ECG Signal Denoising and Reconstruction Based on Basis Pursuit
Round 1
Reviewer 1 Report
Major comments.
This paper proposes an ECG denoising method that includes both an ADMM based algorithm that solves the basis pursuit (BP) optimization problem. More precisely, the BP-ADMM algorithm is developed to minimize the effects induced by perturbations that follow a Gaussian distribution. This methodology also uses a zero-phase filter for removing the baseline wander commonly found in ECG signals. However, this manuscript requires major revisions. The procedures are not clear and the mathematical notation is not consistent. Furthermore, in order to reproduce the yielded results, the parameters of both the BP-ADMM algorithm and the zero-phase filter are not included. Finally, the proposed methodology should be compared with respect to the state-of-the-art methods referenced in [20]-[22].
Specific comments.
- It seems that the BP-ADMM solves the denoising problem in the context of the sparse signal representation framework. In other words, the signal denoising approach from compressive sensing measurements is not sufficiently clear. An example of compressive measurements should be included. Furthermore, the details of the STFT dictionary should be also included. See the STFT example included in
Ramirez, Juan Marcos, and Jose Luis Paredes. "Robust transforms based on the weighted median operator." IEEE Signal Processing Letters 22, no. 1 (2014): 120-124.
- Various claims are contradictory. For example, it is added in the introduction that the ECG signals are contaminated with impulsive noise. Later, the denoising proposed method proposes the BPDN approach and zero-phase filter, both optimized to reduce the Gaussian noise.
- The notation and equations in the Review of the ADMM are not properly presented. This problem is also found in Section 4.3. Please refers to
Boyd, Stephen, Neal Parikh, and Eric Chu. Distributed optimization and statistical learning via the alternating direction method of multipliers.

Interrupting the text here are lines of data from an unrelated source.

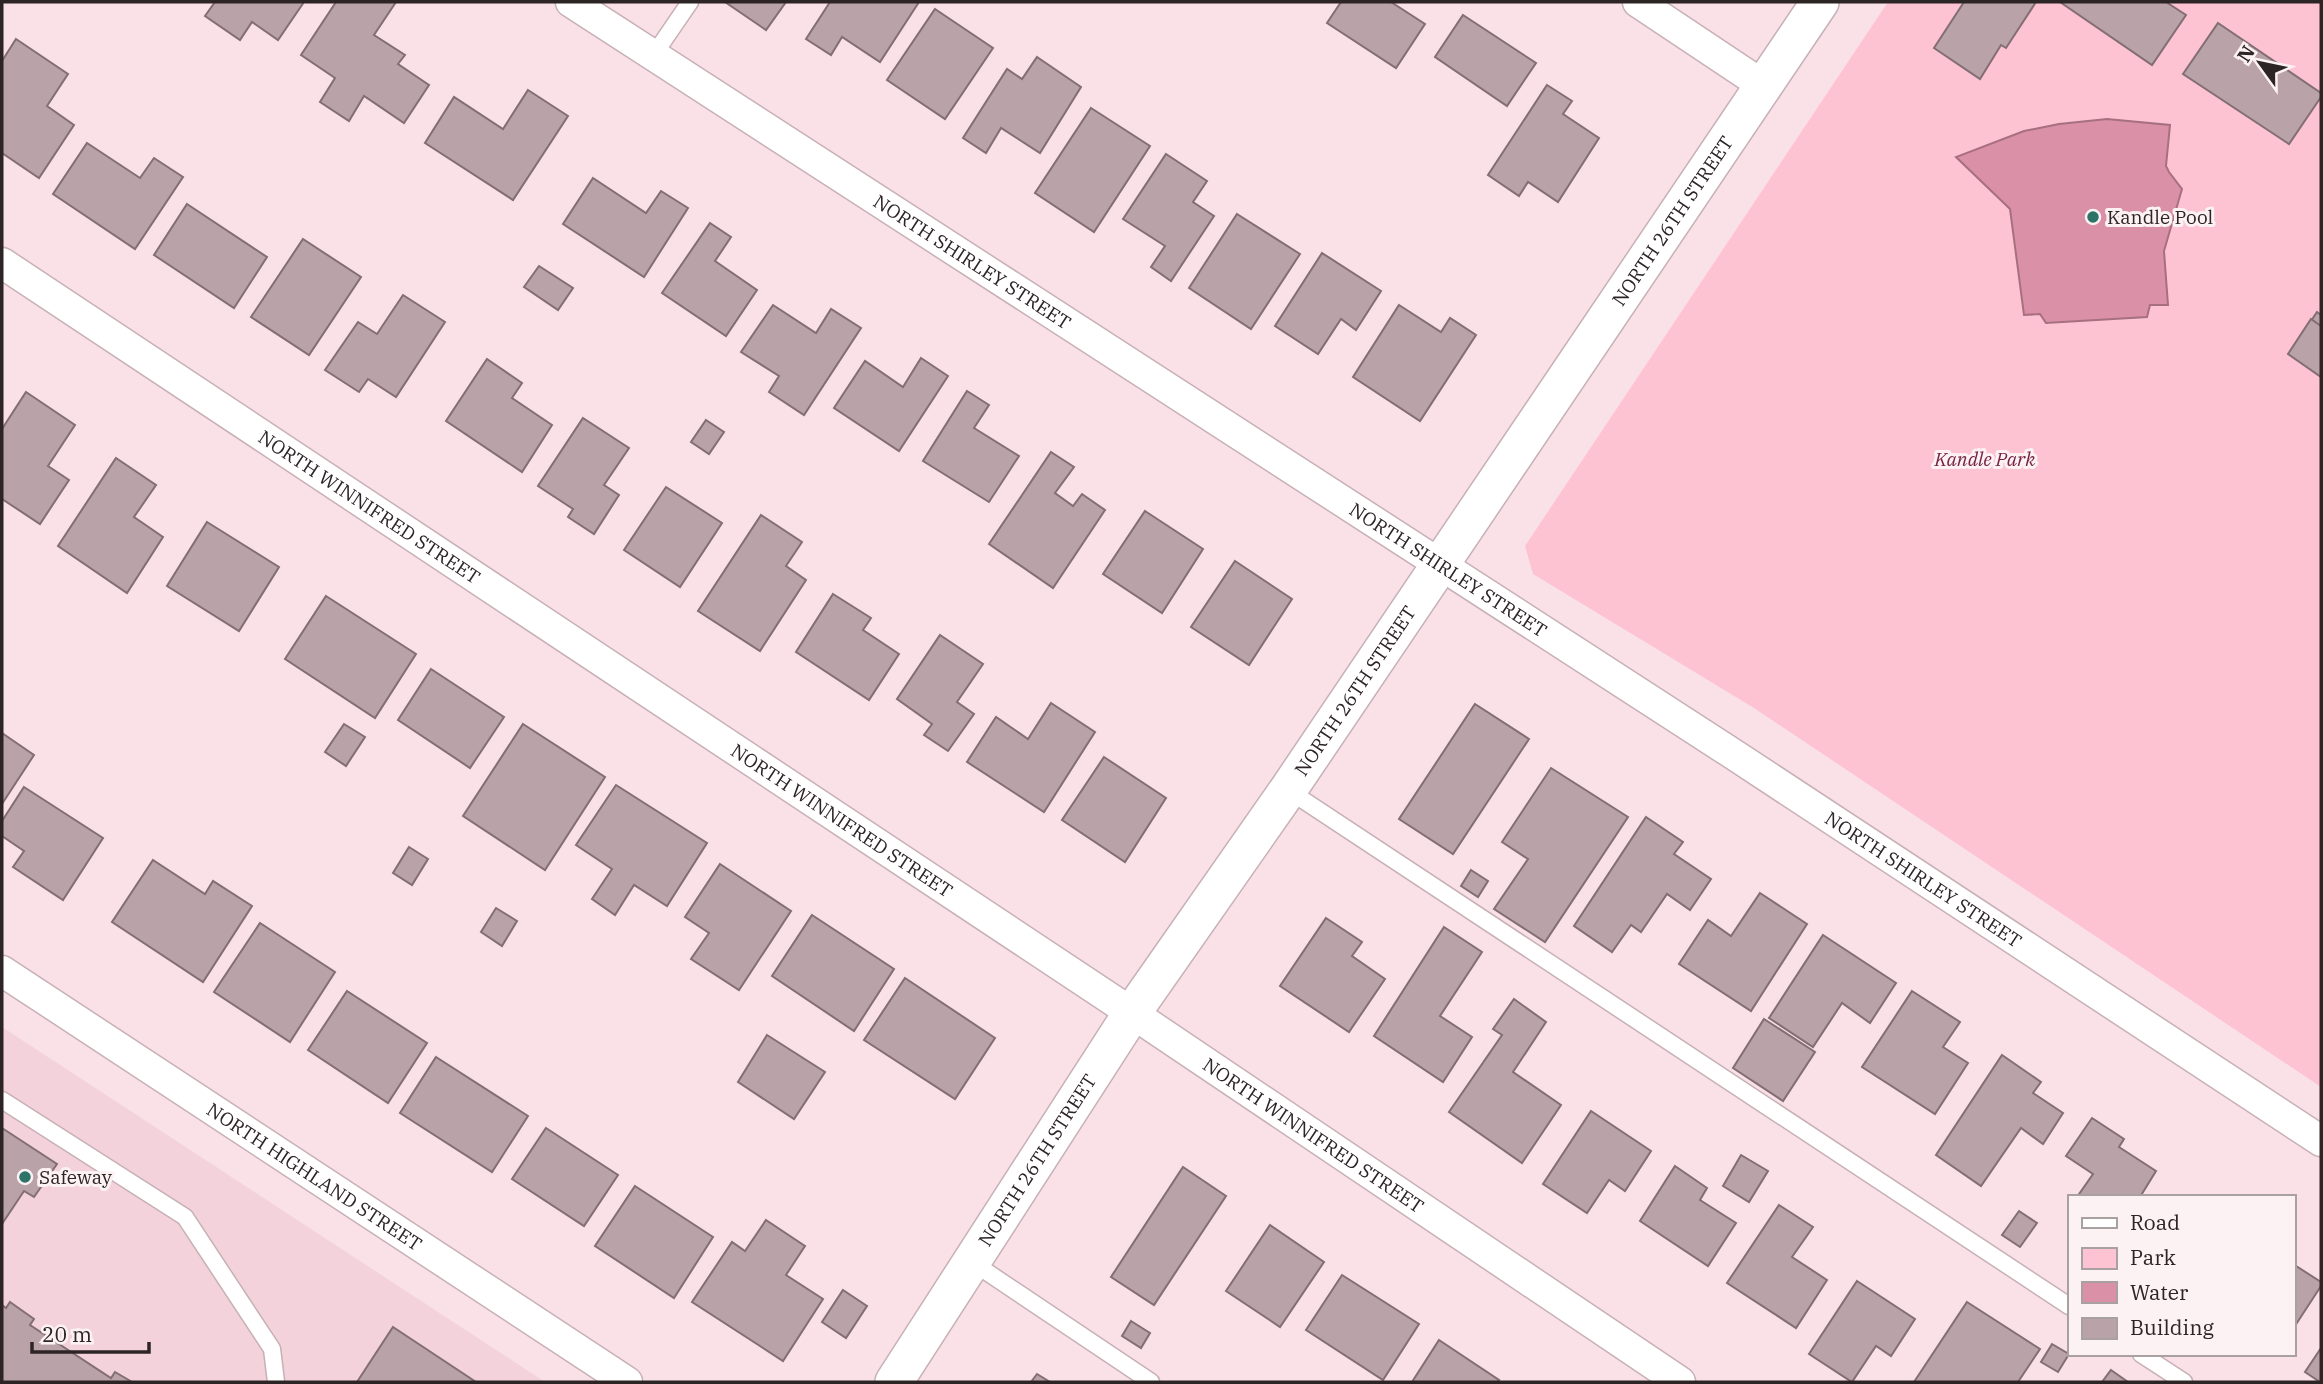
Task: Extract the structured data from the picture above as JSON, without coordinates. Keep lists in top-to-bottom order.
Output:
{
  "streets": {
    "street": [
      "NORTH 26TH STREET",
      "NORTH SHIRLEY STREET",
      "NORTH WINNIFRED STREET",
      "NORTH HIGHLAND STREET"
    ]
  },
  "crossings": [
    ["NORTH 26TH STREET", "NORTH SHIRLEY STREET"],
    ["NORTH 26TH STREET", "NORTH WINNIFRED STREET"]
  ],
  "parks": ["Kandle Park"],
  "places": ["Kandle Pool", "Safeway"],
  "legend": [
    "Road",
    "Park",
    "Water",
    "Building"
  ],
  "scale_bar": "20 m",
  "north": "top left"
}
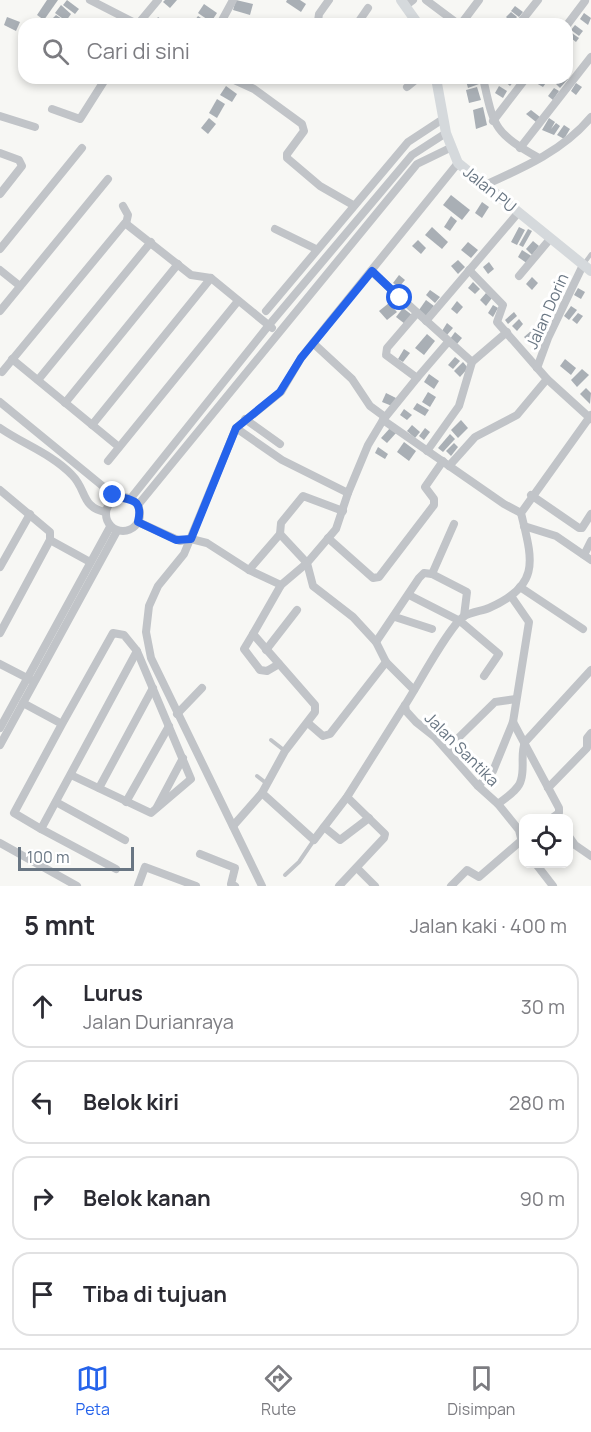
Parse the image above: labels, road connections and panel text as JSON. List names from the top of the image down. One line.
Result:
{"streets":{"street":["Jalan PU","Jalan Dorin","Jalan Santika"]},"crossings":[["Jalan PU","Jalan Dorin"]],"scale_bar":"100 m","page":{"search":"Cari di sini","scale":"100 m","heading":["5 mnt","Jalan kaki · 400 m"],"list":[["Lurus","Jalan Durianraya","30 m"],["Belok kiri","280 m"],["Belok kanan","90 m"],"Tiba di tujuan"],"nav":["Peta","Rute","Disimpan"]}}
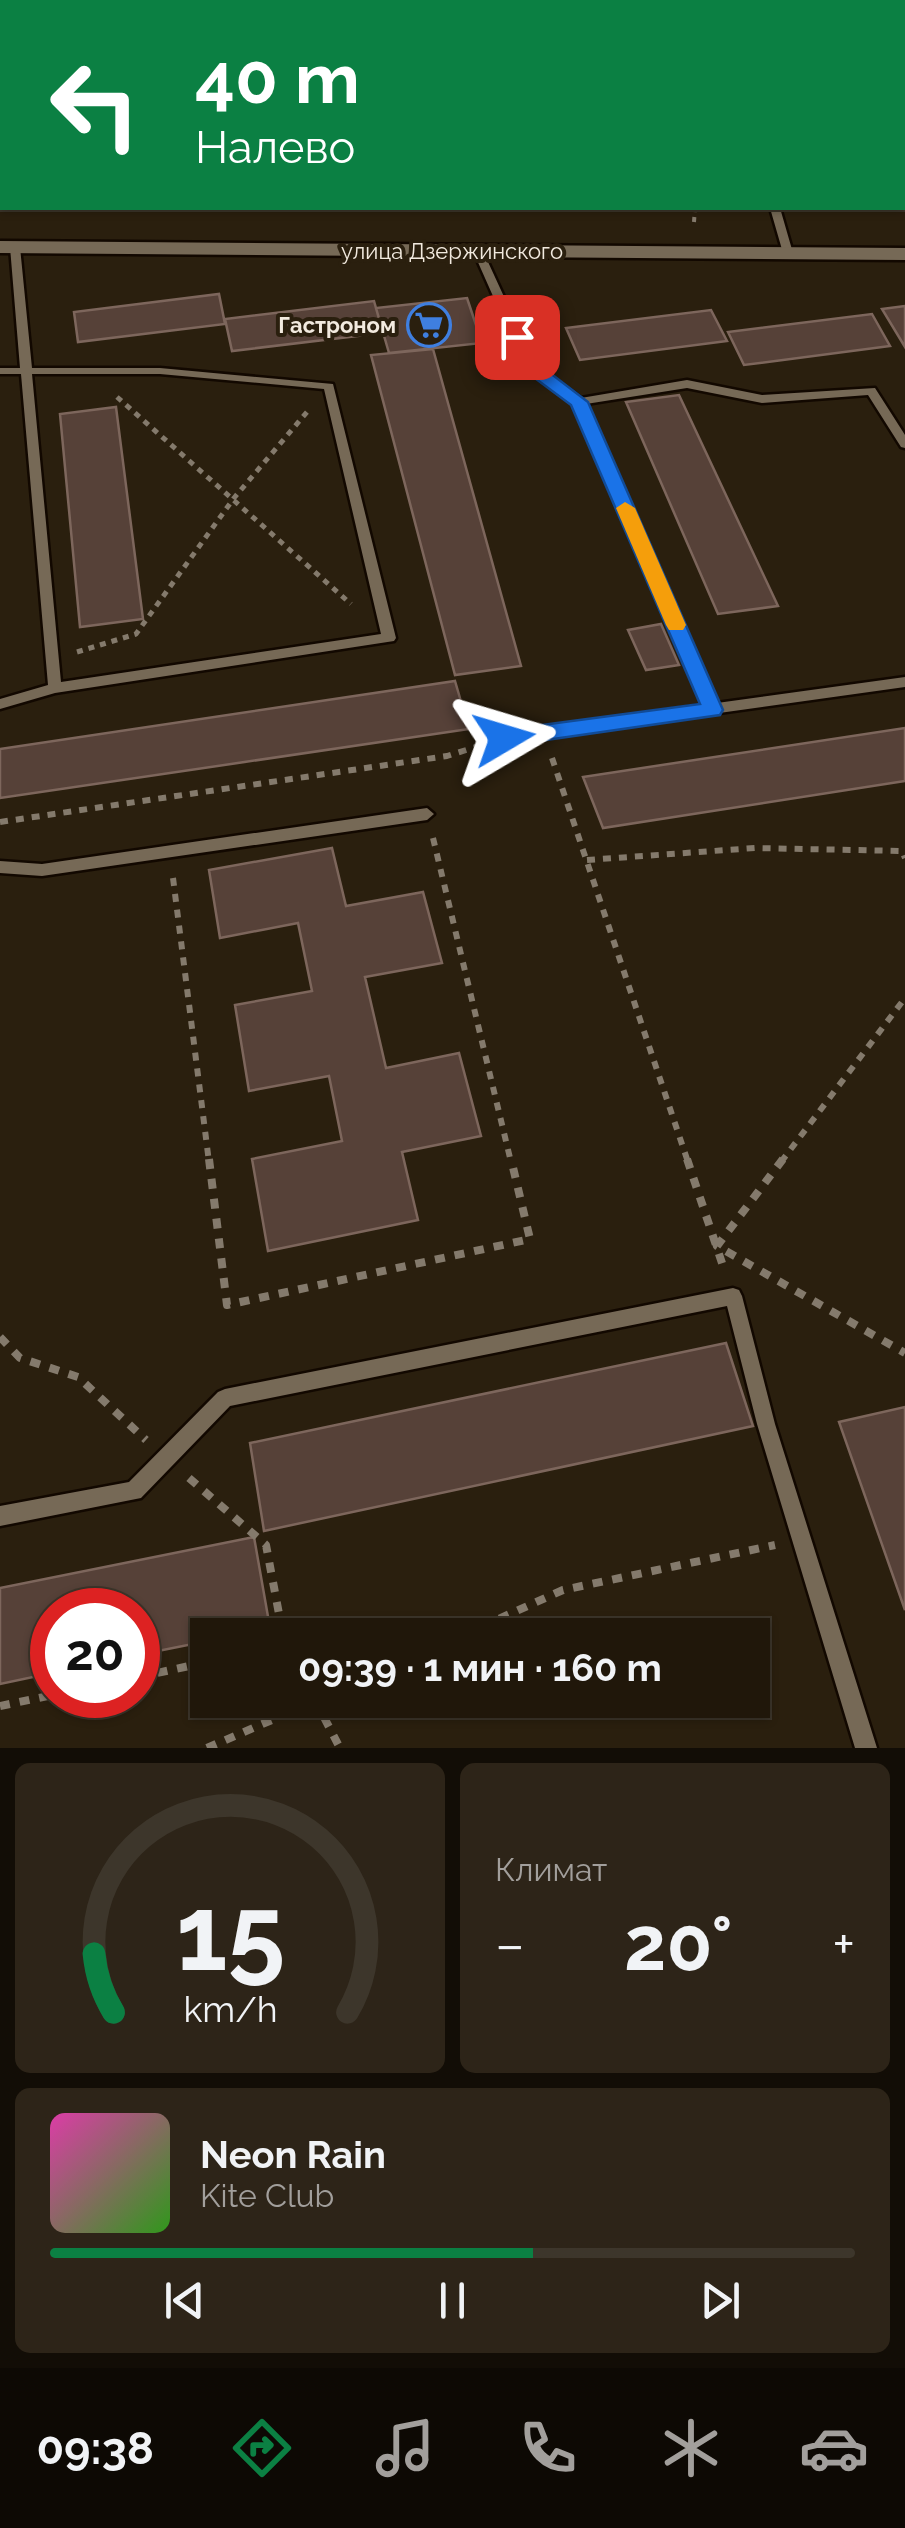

Now Publishers Inc, 2011.
- An algorithm that contains the complete proposed procedure should be incorporated.
- Eq. 1 is not an optimization formulation, it is an acquisition model or a signal model
- What is the relationship between the FIR filter justification in Section 4.2 and the IIR filter in Eq. 14.?
- The following reference should be revised:
Chen, Scott Shaobing, David L. Donoho, and Michael A. Saunders. "Atomic decomposition by basis pursuit." SIAM review 43, no. 1 (2001): 129-159.
- A rigorous comparative evaluation in terms of computational complexity should be introduced.
Author Response
Merry Christmas to you! Please see the attachment. Thank you!
Author Response File: Author Response.docx
Reviewer 2 Report
This is a paper that uses Basis Pursuit to denoise ECG signals. The Alternating Direction Method of Moments is implemented to solve the optimization problem.
Overall, the paper lacks a Discussion section that would put the study into context. The flow of the paper is confusing at times and key references are missing for several methods. Three reference methods are compared against the proposed method, but the implementation details of those methods are not included. This makes the comparisons uninformative, especially since the denoising algorithms seem to reduce SNR. This begs the question - if we are losing signal by denoising, why denoise?
Comments to the Authors
- Introduction: Earlier references should be included for Compressive Sensing, such as [1] https://onlinelibrary.wiley.com/doi/full/10.1002/mrm.21391, [2] Candès E, Romberg J, Tao T. Robust uncertainty principles: Exact signal reconstruction from highly incomplete frequency information. IEEE Trans Inf Theory 2006;52:489–509. [3] Donoho D. Compressed sensing. IEEE Trans Inf Theory 2006;52:1289–1306.
- Introduction: Reconstruction algorithm is not the core content of CS theory. The two core principles are that the signal should be sparse in some transform domain and the artefacts due to sub-sampling should be incoherent in a transform domain. If these are not satisfied, no reconstruction algorithm can recover the original signal, whereas multiple algorithms can recover the signal to different degrees of success as long as these conditions are satisfied.
- Page 2 line 68. Need references for ADMM.
- Page 2 line 76. The word “Solution” pops up in the middle of the sentence.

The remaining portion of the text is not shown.